A point of reference for Allegis within the enterprise is really the ERP solution. What we're doing in terms of managing channel-based business processes and channel-based metrics such as product sell-through, sell-through price, channel inventory levels are a logical extension of your internal ERP systems more so then they are a logical extension of your CRM solution. The most common reference point for Allegis in the eyes of the customer is back-office ERP solutions and improving their ability to manage their extended enterprise operations then it is as an adjunct to CRM. The best proof point to that is we integrate with an ERP system in practically every deployment at 90%; CRM might be closer to 50%.

Sterling-Hoffman: At least with CRM, there seems to be so much shelfware - partially because companies went out and purchased huge numbers of licenses and then downsized like crazy. Are you finding that that is a barrier to you in selling situations with CIO's where they say, "We just want to focus on what we have we're not doing any new projects." ?

Dennis Ryan: Seventy-five percent of our customers are active today with new phases of deployment compared to their original purchase. Our average initial deal size is somewhere between a ½ and ¾ of a million dollars initial commitment. Most of our companies have since doubled or tripled down that initial investment after the initial deployment for additional products or to expand the deployment to include additional geographies or business units. So the question one has to ask one's self is "Why has Allegis software not only got deployed but customers come back and purchase additional software and services?" It's because of the demonstrable ROI in that initial deployment.

One of the key contributors to shelfware is companies can motivate themselves (or did motivate themselves) to purchase a software license but couldn't find a value relative to the cost of getting it deployed.
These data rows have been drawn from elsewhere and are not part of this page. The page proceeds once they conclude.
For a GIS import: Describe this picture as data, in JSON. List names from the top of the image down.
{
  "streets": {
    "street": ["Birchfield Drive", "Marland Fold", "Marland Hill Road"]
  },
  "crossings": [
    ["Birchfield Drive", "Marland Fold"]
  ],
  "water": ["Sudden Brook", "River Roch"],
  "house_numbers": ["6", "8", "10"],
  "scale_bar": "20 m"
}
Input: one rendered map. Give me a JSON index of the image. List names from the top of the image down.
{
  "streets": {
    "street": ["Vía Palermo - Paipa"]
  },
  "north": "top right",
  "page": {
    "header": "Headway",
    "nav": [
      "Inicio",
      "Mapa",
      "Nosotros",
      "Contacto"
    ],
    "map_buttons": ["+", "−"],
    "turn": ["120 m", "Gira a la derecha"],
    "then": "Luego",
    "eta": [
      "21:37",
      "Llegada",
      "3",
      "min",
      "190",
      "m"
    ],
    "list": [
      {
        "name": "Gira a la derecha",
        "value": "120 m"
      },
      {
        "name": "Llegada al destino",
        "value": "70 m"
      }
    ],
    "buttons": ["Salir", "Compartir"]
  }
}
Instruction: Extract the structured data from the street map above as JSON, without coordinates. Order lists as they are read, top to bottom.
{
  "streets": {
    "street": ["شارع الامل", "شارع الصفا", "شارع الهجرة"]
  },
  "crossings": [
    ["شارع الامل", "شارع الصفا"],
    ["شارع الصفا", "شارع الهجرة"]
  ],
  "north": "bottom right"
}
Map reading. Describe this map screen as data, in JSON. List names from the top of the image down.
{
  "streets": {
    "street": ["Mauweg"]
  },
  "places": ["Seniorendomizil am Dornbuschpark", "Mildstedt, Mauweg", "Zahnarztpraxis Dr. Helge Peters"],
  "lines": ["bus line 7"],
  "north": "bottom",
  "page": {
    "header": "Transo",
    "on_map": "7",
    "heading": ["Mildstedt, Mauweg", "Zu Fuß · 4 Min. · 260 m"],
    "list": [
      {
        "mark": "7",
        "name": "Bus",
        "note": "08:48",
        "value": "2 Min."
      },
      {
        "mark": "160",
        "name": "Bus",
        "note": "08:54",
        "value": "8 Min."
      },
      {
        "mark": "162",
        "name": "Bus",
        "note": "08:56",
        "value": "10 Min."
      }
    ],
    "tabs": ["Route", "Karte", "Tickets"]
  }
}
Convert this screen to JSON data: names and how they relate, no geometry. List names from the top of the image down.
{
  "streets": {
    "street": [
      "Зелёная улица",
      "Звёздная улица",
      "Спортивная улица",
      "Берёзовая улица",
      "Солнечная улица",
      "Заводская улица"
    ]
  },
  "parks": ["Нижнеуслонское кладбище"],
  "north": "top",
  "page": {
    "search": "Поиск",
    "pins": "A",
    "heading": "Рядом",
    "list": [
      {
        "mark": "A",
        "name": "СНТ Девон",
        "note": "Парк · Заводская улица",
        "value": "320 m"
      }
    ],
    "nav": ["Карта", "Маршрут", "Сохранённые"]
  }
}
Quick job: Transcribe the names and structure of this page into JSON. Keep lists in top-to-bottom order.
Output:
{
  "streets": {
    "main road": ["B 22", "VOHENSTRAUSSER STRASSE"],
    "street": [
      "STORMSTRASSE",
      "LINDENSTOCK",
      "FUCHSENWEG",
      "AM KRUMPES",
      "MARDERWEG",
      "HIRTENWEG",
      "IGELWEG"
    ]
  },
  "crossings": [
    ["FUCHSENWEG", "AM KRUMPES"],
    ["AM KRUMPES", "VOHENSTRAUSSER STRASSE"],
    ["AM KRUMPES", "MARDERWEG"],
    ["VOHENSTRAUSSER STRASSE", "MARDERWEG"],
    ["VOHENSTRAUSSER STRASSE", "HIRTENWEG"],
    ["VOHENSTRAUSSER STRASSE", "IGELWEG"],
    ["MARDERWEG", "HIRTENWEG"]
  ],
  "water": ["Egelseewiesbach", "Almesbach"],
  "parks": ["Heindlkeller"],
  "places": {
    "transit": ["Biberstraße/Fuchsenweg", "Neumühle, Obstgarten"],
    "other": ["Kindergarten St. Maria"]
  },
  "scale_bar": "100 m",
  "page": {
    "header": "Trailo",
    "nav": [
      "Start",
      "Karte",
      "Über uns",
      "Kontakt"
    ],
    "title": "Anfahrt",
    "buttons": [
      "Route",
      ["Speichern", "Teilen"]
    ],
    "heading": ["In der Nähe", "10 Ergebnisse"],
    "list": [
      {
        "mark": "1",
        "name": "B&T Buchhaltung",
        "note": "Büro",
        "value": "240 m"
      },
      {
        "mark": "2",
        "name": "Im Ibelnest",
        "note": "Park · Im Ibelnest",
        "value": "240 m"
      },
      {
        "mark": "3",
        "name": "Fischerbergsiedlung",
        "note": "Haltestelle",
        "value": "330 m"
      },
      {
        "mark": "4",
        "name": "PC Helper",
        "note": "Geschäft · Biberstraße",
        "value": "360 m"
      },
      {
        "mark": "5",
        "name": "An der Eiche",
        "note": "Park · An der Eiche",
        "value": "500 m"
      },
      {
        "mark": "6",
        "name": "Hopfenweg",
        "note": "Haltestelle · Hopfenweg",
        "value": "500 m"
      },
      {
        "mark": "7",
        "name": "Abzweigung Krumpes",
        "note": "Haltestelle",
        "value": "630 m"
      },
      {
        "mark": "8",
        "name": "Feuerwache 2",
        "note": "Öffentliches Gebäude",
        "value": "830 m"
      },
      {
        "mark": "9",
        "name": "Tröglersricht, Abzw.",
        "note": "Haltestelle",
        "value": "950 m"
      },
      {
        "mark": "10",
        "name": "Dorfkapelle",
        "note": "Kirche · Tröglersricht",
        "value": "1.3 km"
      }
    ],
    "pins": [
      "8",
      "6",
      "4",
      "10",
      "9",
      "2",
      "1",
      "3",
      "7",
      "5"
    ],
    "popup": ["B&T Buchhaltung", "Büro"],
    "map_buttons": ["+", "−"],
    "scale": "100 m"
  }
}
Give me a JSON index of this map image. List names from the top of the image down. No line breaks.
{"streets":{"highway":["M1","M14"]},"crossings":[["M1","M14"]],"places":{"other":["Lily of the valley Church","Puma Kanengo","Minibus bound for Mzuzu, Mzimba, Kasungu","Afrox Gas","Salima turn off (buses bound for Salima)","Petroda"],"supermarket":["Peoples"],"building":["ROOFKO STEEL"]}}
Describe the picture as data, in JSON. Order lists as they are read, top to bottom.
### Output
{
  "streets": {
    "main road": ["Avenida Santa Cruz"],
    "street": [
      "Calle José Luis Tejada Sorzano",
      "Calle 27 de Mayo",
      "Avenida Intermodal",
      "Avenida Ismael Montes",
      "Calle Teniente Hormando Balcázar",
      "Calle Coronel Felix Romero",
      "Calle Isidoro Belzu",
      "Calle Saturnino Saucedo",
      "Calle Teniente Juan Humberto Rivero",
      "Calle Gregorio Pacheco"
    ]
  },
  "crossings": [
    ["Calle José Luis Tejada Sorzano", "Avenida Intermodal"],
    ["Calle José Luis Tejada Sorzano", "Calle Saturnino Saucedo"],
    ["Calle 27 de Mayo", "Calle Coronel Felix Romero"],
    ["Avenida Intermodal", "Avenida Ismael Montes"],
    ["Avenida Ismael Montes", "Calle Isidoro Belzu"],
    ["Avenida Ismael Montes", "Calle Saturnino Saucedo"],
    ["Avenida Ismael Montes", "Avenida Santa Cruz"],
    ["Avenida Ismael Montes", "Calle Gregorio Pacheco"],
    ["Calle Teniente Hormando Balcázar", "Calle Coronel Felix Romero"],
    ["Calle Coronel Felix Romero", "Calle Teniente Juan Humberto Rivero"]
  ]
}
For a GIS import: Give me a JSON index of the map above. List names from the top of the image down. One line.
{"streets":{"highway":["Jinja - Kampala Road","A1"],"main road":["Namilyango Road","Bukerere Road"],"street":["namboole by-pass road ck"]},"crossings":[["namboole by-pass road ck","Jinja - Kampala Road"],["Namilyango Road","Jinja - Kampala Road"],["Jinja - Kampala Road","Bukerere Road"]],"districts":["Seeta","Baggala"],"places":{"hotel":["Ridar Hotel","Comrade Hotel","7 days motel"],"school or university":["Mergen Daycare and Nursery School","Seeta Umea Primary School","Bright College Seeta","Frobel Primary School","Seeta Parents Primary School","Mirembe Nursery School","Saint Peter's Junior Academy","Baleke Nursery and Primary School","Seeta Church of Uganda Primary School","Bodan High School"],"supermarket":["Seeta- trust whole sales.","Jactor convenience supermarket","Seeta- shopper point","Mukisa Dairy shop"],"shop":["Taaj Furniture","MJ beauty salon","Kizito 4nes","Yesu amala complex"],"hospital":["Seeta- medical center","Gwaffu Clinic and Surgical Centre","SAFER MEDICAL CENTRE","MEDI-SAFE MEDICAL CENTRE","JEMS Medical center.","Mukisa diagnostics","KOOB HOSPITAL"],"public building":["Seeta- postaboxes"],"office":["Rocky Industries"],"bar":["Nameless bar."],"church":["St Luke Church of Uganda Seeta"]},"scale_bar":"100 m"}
For us, the equation between software license and deployment is a lot more favourable then some of the companies who have bigger prevalence of shelfware. It's one of our core values to the customer is they can purchase software and we can get them deployed in a short time period within 90 days and demonstrate ROI within 6 to 12 months and doing that has lead to our customers, on average, doubling down their investment if not tripling or quadrupling down their investment in Allegis within the 24 months post the initial deployment.

Sterling-Hoffman: I read an article in Fortune Magazine about how poorly some of the venture funds are performing. Given the fact that so many portfolios are in trouble right now, are you finding that your Board remains as eager to help out day-to-day with different instructions as they were before? You guys are presumably past the stage of which your viability is the question. How involved does the board get nowadays?

Dennis Ryan: I would definitely say that compared to the early days starting up, the Board is less involved week in and week out operationally then they were 3 or 4 years ago and that's relative to introductions to potential customers, introductions to people we might want to hire and strategic opportunities. I think the week-in and week-out level of engagement of investors I would say your observation is definitely true that there's definitely less regular interaction with them on the operational issues of the business then there was when we started out. I think it's a function of two things. One, we're a little bit more mature then we were when we started. Second, people are working on a lot of issues in portfolios.

Sterling-Hoffman: Tell me about your earlier experiences. How did IBM and Apple contribute to your management style?

Dennis Ryan: IBM, Apple and Claris the first three companies that I worked at were strong contributors to my belief that teamwork is the core ingredient for success. Each in their own way those were strong elements of how these companies operate internally as well as how they operated with their external constituents. It was a core value, a core principle of those work environments; they were all very team-oriented.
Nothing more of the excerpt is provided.